EXERCISE AIM = List the lines of this listing that hold the word "SourceGraphic".

INPUT DATA =
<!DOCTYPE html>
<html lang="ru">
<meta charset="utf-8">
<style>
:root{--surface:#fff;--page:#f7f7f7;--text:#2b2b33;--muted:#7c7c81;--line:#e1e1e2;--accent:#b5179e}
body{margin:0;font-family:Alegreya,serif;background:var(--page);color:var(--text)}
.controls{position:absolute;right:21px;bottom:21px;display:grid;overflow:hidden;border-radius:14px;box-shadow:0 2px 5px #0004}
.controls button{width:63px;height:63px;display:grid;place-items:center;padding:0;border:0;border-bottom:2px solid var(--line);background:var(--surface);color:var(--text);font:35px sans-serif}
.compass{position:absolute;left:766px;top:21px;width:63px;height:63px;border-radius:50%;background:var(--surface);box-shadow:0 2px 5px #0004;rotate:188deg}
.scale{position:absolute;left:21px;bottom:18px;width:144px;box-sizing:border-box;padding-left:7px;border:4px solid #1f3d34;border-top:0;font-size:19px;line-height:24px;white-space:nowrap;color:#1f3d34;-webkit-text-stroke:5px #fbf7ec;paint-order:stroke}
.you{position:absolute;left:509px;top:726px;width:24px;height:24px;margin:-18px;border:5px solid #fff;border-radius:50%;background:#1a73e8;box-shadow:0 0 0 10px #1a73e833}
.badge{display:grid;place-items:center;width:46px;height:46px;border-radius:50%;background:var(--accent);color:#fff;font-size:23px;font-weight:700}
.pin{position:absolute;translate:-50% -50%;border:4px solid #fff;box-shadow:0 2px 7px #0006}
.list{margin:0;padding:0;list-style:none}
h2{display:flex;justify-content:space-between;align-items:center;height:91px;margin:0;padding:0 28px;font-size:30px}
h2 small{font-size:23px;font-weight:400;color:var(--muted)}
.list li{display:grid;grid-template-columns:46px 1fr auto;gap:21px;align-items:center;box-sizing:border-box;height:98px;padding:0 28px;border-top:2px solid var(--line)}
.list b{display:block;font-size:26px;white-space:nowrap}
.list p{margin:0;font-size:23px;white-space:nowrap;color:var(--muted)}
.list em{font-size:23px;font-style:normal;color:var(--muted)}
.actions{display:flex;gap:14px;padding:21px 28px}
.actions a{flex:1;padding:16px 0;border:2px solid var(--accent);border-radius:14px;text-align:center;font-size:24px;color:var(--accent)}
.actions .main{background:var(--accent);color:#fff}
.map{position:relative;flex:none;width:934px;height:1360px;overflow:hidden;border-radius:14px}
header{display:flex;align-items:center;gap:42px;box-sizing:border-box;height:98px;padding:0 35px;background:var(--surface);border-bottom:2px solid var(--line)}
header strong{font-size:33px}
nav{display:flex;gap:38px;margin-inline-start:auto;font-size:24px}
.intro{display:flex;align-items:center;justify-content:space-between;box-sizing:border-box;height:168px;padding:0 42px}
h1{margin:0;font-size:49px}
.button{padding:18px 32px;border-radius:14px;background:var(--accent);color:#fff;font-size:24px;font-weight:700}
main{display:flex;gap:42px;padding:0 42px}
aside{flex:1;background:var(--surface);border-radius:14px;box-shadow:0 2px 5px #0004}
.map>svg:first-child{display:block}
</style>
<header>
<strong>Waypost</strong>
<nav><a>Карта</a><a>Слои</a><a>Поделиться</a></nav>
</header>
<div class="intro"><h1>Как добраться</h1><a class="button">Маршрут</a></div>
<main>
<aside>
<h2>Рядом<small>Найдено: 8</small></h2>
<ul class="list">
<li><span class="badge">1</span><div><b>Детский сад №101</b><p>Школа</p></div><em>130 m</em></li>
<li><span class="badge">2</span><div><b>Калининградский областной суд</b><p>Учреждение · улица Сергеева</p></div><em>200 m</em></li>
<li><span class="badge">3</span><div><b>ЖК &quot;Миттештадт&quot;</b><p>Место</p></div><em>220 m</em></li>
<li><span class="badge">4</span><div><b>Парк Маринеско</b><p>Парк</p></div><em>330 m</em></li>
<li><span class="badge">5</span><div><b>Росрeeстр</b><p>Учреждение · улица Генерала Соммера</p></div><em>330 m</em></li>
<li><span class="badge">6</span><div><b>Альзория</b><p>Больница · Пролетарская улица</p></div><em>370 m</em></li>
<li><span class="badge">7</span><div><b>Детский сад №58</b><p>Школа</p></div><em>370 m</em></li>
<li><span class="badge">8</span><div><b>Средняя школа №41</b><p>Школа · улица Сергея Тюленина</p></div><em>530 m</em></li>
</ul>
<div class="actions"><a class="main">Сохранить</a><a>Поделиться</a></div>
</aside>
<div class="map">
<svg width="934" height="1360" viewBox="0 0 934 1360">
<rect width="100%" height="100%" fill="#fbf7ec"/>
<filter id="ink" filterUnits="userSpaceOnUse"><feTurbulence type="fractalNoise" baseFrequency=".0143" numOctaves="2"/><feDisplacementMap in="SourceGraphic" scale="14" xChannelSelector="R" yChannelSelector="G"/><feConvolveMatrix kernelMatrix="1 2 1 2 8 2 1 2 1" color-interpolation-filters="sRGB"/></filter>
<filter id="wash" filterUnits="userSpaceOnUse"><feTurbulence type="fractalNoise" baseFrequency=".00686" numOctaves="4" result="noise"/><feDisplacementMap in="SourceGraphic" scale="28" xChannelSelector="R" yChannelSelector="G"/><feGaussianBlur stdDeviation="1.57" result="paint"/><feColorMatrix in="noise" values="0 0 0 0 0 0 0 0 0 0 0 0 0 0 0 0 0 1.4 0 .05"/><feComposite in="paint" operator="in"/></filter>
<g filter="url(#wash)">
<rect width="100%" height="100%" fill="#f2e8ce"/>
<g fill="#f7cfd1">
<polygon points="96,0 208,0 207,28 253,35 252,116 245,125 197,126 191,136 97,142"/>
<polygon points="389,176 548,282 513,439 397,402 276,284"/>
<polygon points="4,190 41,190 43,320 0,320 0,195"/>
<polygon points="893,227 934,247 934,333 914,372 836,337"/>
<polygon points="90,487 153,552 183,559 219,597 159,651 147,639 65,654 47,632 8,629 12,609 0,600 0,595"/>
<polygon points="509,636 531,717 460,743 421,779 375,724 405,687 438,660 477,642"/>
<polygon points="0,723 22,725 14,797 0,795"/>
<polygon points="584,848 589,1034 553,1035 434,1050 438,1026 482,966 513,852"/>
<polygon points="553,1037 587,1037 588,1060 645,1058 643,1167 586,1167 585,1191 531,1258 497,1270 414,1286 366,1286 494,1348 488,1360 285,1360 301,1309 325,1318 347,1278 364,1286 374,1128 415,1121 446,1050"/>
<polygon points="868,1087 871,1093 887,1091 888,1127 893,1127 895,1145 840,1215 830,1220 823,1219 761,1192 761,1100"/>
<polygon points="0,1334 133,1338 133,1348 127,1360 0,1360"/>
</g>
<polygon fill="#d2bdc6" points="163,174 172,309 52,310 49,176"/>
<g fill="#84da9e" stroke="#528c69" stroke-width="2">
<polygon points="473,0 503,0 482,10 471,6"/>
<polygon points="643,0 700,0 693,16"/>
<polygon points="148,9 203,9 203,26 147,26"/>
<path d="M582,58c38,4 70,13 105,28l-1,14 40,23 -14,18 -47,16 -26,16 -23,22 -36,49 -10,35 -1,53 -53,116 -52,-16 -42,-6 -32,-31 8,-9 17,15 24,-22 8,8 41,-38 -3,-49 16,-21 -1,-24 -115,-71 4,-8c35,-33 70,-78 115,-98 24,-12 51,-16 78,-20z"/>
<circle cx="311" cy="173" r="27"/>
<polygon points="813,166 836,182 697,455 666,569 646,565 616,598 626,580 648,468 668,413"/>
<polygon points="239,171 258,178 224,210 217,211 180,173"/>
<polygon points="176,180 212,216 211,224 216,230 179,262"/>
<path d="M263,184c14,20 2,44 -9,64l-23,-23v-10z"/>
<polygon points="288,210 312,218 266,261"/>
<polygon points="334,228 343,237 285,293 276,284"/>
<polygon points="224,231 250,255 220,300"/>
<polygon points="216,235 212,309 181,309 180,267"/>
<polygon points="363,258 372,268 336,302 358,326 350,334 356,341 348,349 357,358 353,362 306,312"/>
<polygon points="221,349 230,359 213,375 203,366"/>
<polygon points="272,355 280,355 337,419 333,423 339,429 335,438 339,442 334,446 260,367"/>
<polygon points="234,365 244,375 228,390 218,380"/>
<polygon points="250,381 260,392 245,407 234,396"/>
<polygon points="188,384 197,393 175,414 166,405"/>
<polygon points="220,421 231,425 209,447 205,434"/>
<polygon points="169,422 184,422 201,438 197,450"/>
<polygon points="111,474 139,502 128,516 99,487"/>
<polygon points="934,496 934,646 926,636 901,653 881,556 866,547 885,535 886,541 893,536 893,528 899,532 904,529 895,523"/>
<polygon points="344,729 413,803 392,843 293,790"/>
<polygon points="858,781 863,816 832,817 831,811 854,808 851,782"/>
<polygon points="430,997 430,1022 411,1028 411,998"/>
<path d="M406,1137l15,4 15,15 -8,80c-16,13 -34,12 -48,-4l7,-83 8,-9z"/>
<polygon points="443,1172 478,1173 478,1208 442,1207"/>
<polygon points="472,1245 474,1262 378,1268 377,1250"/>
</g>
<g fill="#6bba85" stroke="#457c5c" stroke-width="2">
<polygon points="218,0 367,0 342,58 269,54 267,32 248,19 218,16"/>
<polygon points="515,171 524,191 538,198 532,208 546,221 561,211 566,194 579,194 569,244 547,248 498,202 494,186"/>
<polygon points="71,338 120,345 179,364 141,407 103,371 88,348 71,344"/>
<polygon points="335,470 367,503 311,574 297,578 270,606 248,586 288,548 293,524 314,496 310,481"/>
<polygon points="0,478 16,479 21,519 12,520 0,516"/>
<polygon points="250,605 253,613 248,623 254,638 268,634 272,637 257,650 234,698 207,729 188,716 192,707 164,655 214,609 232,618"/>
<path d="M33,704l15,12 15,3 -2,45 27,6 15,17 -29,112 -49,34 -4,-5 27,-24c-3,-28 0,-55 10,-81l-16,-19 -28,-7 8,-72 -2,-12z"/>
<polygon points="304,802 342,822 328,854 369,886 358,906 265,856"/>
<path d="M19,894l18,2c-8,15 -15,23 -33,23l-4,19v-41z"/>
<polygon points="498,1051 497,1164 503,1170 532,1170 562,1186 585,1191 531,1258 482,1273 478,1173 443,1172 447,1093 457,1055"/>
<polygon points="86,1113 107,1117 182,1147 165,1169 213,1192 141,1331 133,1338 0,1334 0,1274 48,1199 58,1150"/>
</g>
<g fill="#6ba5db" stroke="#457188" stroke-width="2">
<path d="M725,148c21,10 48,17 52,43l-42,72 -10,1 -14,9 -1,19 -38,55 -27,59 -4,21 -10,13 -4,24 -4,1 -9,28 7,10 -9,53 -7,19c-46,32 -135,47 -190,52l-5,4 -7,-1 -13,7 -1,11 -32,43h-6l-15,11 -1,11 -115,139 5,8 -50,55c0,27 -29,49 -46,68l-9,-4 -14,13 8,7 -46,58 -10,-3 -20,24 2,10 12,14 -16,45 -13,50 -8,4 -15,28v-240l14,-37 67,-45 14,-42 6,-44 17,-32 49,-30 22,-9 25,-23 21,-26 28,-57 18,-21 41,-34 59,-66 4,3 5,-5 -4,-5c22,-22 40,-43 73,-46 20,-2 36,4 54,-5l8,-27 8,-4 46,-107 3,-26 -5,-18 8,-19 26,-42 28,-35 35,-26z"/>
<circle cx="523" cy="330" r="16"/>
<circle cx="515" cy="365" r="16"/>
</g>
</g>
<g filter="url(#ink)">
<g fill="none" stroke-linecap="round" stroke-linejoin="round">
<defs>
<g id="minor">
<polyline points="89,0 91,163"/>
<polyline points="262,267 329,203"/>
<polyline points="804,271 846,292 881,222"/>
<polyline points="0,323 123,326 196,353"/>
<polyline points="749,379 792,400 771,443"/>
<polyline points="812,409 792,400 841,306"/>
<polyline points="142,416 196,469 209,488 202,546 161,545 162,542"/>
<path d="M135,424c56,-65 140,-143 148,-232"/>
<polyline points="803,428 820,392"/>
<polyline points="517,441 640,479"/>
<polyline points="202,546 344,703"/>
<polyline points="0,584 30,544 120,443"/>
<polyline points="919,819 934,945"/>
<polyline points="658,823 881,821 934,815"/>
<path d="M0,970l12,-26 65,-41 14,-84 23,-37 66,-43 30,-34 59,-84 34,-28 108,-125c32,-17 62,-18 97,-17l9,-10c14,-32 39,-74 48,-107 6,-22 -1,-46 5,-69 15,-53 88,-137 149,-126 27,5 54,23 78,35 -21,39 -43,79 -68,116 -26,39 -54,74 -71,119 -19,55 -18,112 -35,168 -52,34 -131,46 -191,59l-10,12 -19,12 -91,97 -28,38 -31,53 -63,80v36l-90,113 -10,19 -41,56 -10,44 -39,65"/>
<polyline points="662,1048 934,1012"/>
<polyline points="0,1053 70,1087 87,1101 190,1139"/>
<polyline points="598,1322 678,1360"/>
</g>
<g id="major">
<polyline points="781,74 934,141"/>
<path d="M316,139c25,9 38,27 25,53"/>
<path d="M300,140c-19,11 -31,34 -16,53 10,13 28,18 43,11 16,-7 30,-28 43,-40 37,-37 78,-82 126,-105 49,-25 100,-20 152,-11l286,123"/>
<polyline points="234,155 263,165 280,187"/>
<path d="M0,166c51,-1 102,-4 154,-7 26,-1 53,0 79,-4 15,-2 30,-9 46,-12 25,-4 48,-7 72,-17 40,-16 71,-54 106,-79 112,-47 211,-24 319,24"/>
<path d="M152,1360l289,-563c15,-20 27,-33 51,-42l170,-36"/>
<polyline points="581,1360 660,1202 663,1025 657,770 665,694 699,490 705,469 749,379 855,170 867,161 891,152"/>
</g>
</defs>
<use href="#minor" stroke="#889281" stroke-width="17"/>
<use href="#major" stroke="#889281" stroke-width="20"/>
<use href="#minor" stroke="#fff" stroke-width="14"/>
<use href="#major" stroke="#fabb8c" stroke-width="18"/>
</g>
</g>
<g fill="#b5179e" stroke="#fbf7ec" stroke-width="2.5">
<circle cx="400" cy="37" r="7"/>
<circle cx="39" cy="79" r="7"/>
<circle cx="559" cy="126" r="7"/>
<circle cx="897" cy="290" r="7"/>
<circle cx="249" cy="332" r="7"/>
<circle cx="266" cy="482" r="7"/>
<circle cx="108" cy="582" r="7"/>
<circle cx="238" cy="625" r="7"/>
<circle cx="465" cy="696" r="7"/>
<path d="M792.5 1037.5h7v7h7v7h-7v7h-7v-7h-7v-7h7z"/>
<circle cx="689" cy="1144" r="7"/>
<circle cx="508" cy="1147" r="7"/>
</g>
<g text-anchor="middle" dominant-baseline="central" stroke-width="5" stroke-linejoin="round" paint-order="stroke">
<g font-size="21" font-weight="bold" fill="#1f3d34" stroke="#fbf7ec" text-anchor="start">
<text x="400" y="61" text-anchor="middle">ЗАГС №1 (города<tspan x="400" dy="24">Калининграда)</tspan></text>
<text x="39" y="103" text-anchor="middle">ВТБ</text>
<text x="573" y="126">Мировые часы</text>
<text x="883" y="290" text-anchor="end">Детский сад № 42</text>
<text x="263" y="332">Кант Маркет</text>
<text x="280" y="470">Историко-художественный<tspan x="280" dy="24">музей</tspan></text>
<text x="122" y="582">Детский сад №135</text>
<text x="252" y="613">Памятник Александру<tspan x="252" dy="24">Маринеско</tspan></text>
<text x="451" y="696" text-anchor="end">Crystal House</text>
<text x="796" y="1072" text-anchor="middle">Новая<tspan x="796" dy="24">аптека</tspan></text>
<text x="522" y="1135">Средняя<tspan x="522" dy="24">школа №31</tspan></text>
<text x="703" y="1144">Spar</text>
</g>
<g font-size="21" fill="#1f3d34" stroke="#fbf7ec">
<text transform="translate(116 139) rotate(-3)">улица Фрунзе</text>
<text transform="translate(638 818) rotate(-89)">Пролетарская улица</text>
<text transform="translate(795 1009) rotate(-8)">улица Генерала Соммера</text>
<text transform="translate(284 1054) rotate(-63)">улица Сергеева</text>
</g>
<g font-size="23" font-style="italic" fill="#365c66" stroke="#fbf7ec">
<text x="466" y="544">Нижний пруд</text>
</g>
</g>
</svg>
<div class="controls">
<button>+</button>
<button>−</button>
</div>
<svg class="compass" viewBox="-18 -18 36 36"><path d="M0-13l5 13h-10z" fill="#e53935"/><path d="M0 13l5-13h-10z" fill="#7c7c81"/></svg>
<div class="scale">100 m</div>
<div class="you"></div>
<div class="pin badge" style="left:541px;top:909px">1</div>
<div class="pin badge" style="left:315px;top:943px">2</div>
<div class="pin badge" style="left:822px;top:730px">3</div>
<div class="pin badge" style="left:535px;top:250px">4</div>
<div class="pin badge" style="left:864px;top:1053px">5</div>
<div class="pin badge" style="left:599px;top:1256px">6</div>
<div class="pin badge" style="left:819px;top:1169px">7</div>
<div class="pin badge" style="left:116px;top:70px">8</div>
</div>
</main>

SOLUTION FOR THIS EXERCISE =
<filter id="ink" filterUnits="userSpaceOnUse"><feTurbulence type="fractalNoise" baseFrequency=".0143" numOctaves="2"/><feDisplacementMap in="SourceGraphic" scale="14" xChannelSelector="R" yChannelSelector="G"/><feConvolveMatrix kernelMatrix="1 2 1 2 8 2 1 2 1" color-interpolation-filters="sRGB"/></filter>
<filter id="wash" filterUnits="userSpaceOnUse"><feTurbulence type="fractalNoise" baseFrequency=".00686" numOctaves="4" result="noise"/><feDisplacementMap in="SourceGraphic" scale="28" xChannelSelector="R" yChannelSelector="G"/><feGaussianBlur stdDeviation="1.57" result="paint"/><feColorMatrix in="noise" values="0 0 0 0 0 0 0 0 0 0 0 0 0 0 0 0 0 1.4 0 .05"/><feComposite in="paint" operator="in"/></filter>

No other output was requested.